Saved entries
<<<<

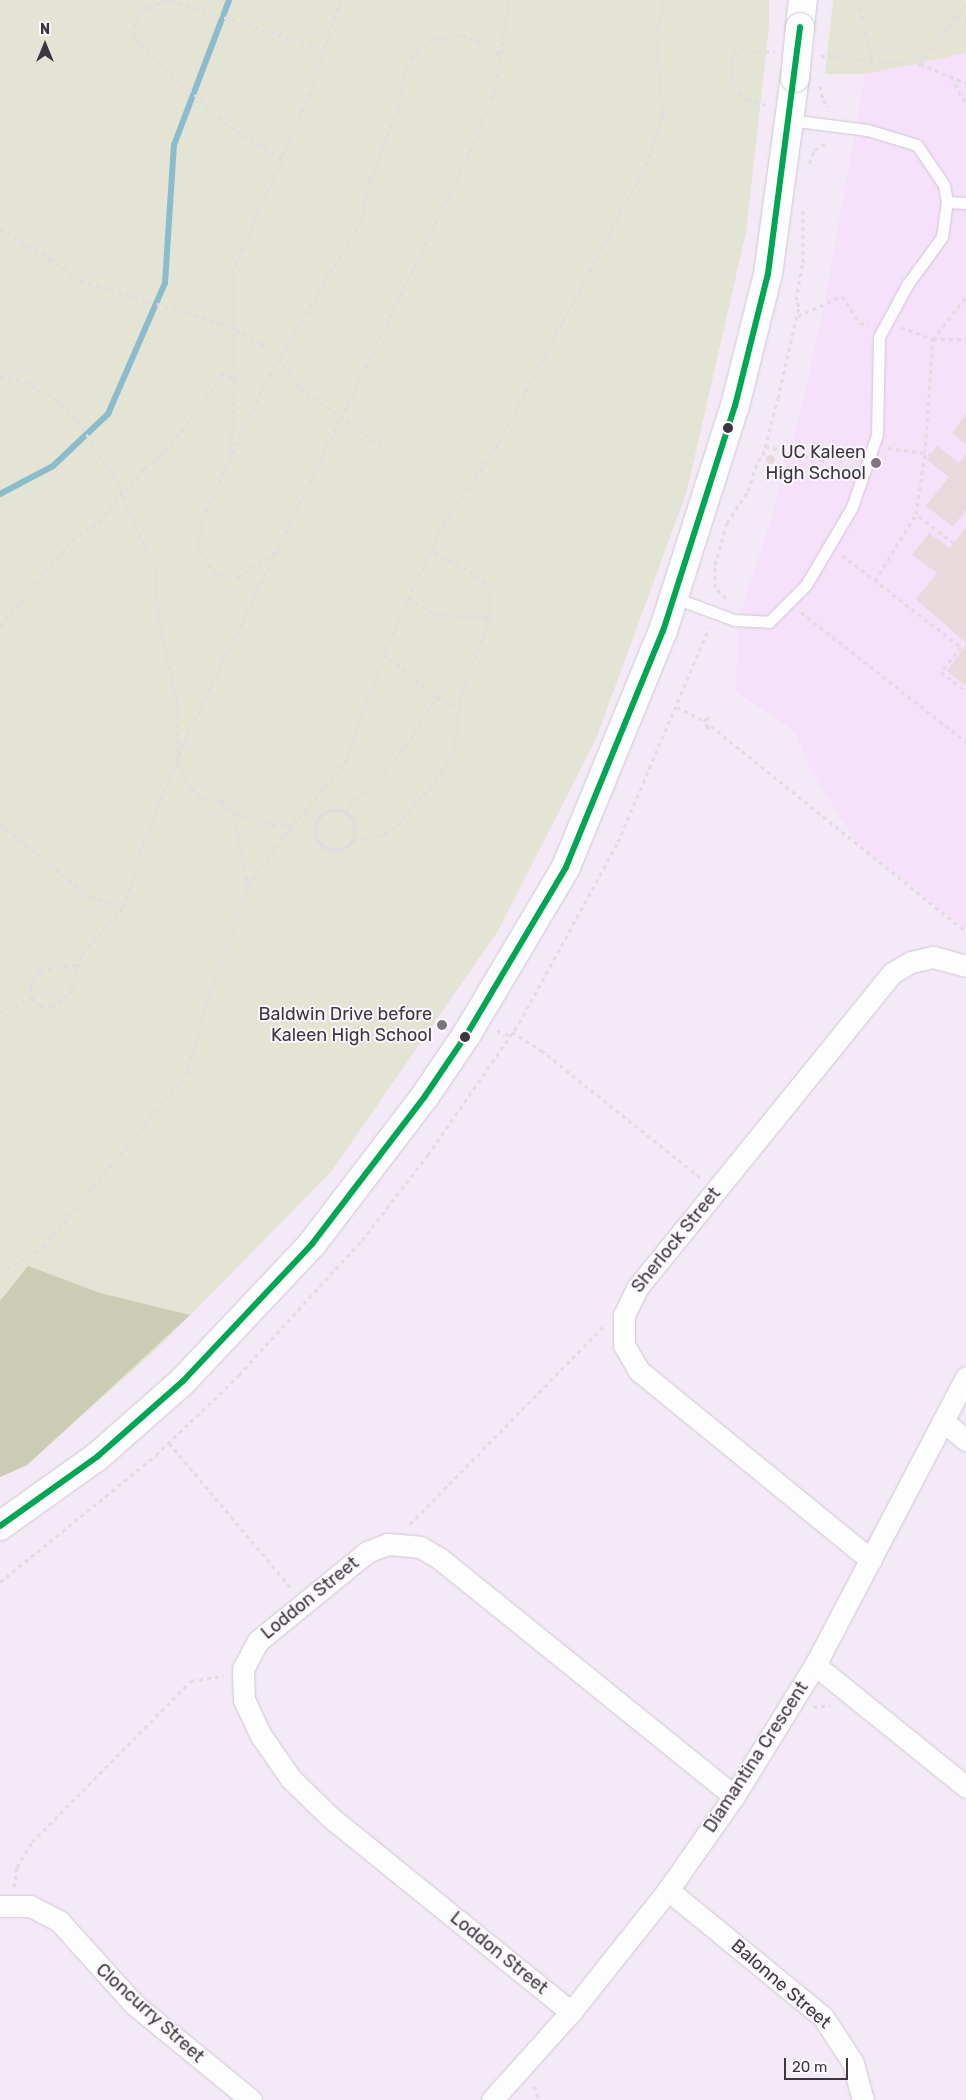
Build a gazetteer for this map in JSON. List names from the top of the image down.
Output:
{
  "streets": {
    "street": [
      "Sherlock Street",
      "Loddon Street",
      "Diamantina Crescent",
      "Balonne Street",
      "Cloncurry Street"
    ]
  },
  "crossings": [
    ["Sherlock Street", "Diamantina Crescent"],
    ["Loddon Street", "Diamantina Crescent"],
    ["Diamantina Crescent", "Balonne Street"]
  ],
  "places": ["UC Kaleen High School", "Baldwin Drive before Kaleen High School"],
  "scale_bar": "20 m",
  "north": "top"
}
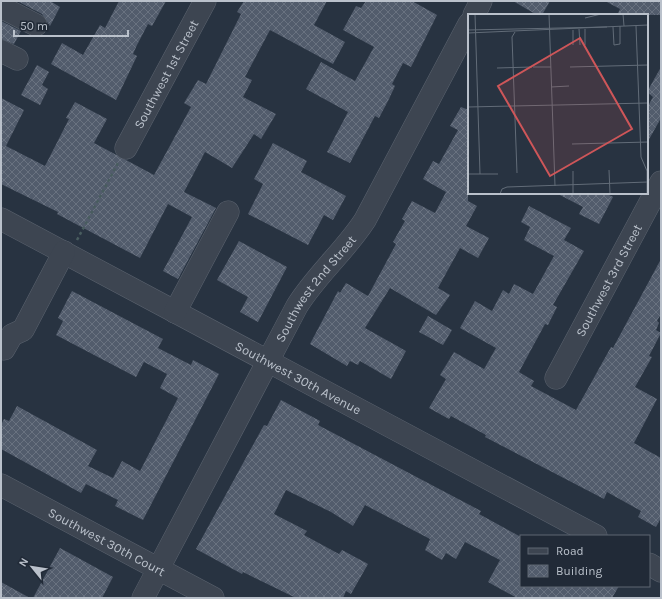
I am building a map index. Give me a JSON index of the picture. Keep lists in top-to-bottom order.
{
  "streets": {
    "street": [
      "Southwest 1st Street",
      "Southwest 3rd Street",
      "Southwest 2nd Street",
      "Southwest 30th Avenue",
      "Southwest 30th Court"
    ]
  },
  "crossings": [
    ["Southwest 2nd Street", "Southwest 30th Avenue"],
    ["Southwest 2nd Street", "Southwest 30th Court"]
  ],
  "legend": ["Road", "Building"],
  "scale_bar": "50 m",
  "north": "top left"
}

>>>>
<<<<

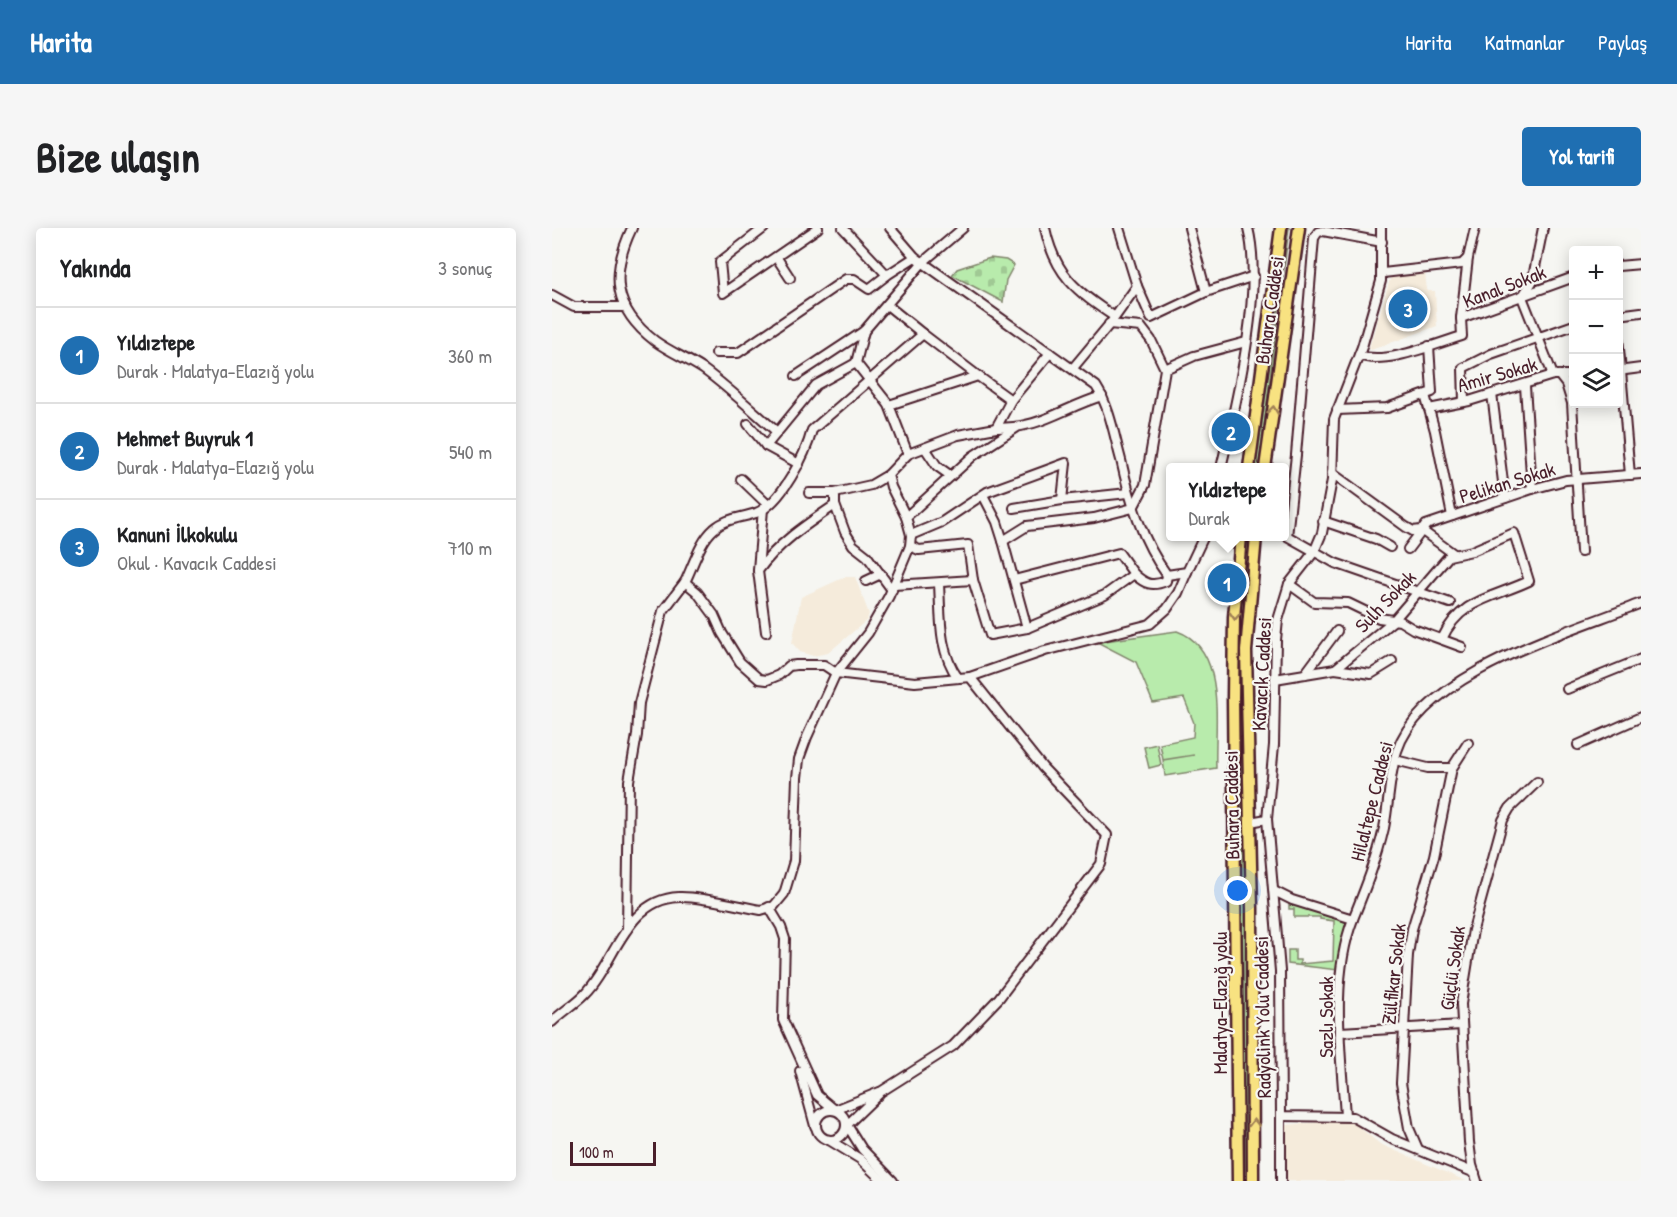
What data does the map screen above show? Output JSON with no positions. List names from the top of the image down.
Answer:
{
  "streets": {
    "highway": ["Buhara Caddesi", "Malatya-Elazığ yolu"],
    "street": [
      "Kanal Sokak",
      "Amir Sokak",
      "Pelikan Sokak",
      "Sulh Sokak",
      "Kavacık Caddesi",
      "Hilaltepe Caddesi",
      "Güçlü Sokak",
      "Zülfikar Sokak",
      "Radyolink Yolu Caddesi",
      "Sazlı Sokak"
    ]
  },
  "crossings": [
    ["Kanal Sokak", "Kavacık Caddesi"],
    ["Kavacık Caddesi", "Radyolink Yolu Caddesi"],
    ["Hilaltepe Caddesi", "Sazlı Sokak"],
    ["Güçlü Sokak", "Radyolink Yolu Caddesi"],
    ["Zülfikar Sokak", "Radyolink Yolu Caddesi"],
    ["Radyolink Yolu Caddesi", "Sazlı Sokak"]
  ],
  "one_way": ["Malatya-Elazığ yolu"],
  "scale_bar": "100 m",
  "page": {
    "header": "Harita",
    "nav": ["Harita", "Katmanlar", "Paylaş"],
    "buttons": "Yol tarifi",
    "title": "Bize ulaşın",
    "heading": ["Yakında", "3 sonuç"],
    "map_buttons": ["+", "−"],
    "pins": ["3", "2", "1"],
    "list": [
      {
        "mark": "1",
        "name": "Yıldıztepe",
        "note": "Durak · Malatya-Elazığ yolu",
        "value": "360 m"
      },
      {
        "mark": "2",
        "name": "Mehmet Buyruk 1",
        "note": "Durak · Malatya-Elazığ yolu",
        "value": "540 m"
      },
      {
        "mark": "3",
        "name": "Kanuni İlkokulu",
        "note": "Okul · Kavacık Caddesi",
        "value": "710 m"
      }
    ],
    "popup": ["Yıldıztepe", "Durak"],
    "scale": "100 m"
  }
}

>>>>
<<<<

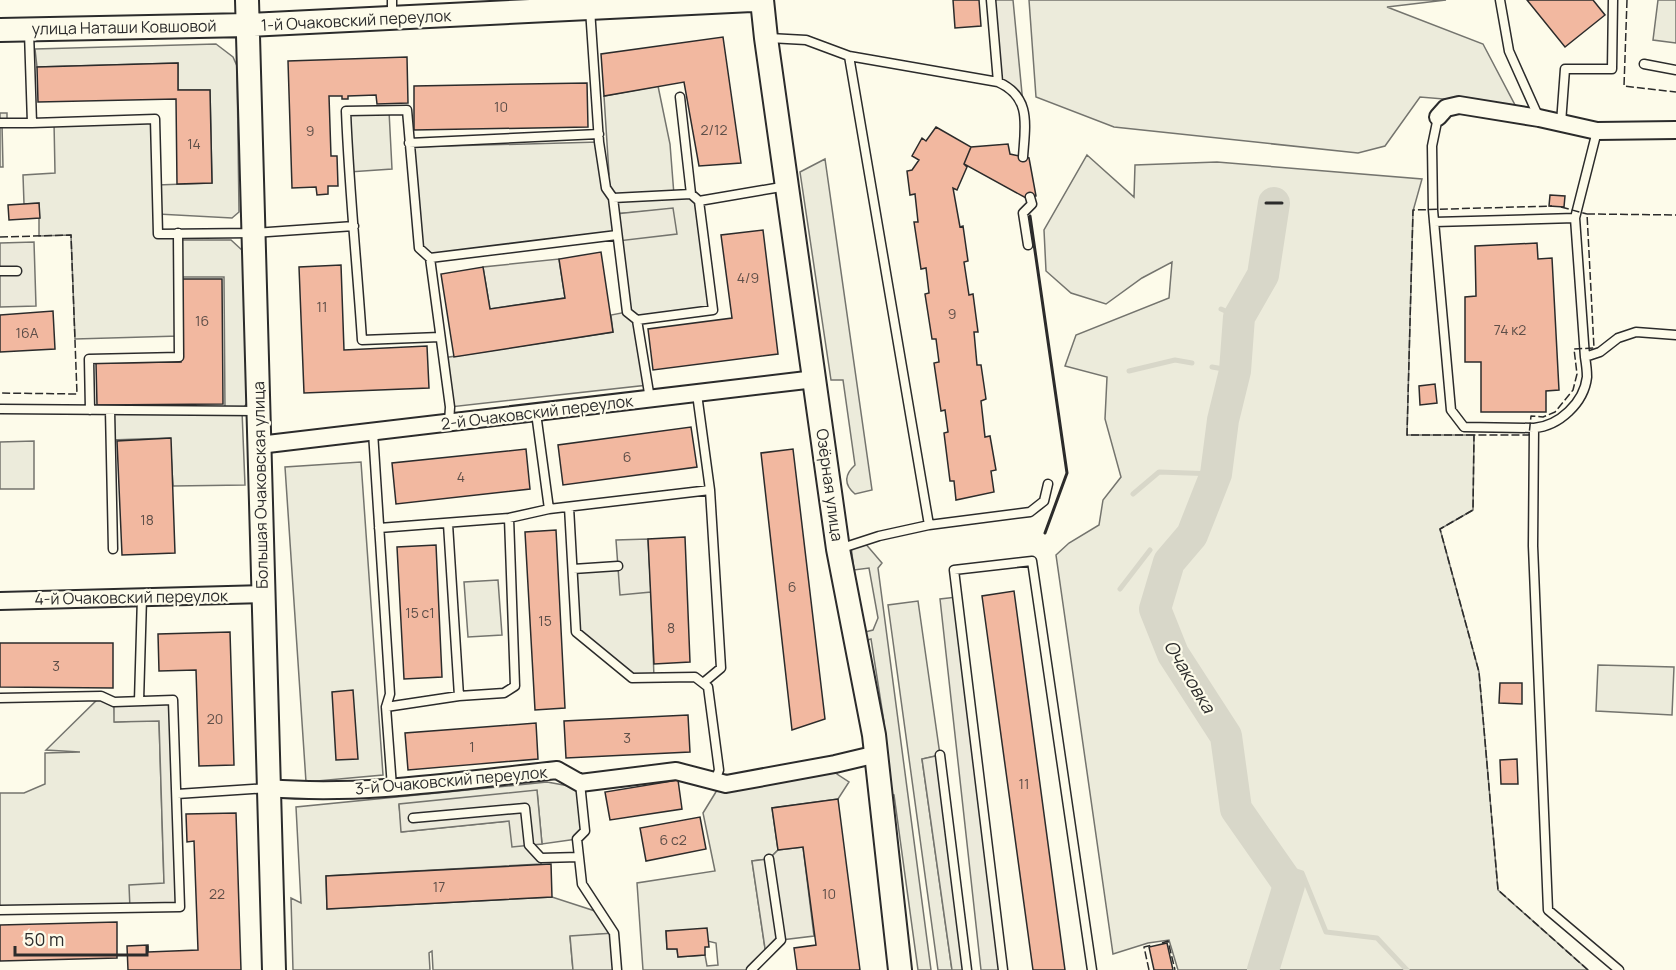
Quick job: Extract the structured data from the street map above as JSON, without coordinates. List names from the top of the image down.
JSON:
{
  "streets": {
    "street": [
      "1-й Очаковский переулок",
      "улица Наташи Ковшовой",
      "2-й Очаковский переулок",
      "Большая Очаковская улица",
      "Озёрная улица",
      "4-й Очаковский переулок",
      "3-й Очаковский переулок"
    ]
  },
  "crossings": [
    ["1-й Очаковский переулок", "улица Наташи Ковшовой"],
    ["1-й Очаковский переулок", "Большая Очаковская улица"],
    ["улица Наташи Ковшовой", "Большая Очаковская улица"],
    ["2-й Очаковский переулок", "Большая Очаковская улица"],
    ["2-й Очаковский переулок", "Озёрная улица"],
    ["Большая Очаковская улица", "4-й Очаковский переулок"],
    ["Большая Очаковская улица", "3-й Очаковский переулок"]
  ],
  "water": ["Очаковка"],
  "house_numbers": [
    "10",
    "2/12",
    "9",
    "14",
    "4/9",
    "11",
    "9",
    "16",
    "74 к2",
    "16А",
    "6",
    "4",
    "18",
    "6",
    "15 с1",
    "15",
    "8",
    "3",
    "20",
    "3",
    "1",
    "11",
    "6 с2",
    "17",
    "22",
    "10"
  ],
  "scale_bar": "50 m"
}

>>>>

* **Try it**:
Copy the lines of the entries above that mention "from".

* **Solution for this task**:
Build a gazetteer for this map in JSON. List names from the top of the image down.
What data does the map screen above show? Output JSON with no positions. List names from the top of the image down.
Quick job: Extract the structured data from the street map above as JSON, without coordinates. List names from the top of the image down.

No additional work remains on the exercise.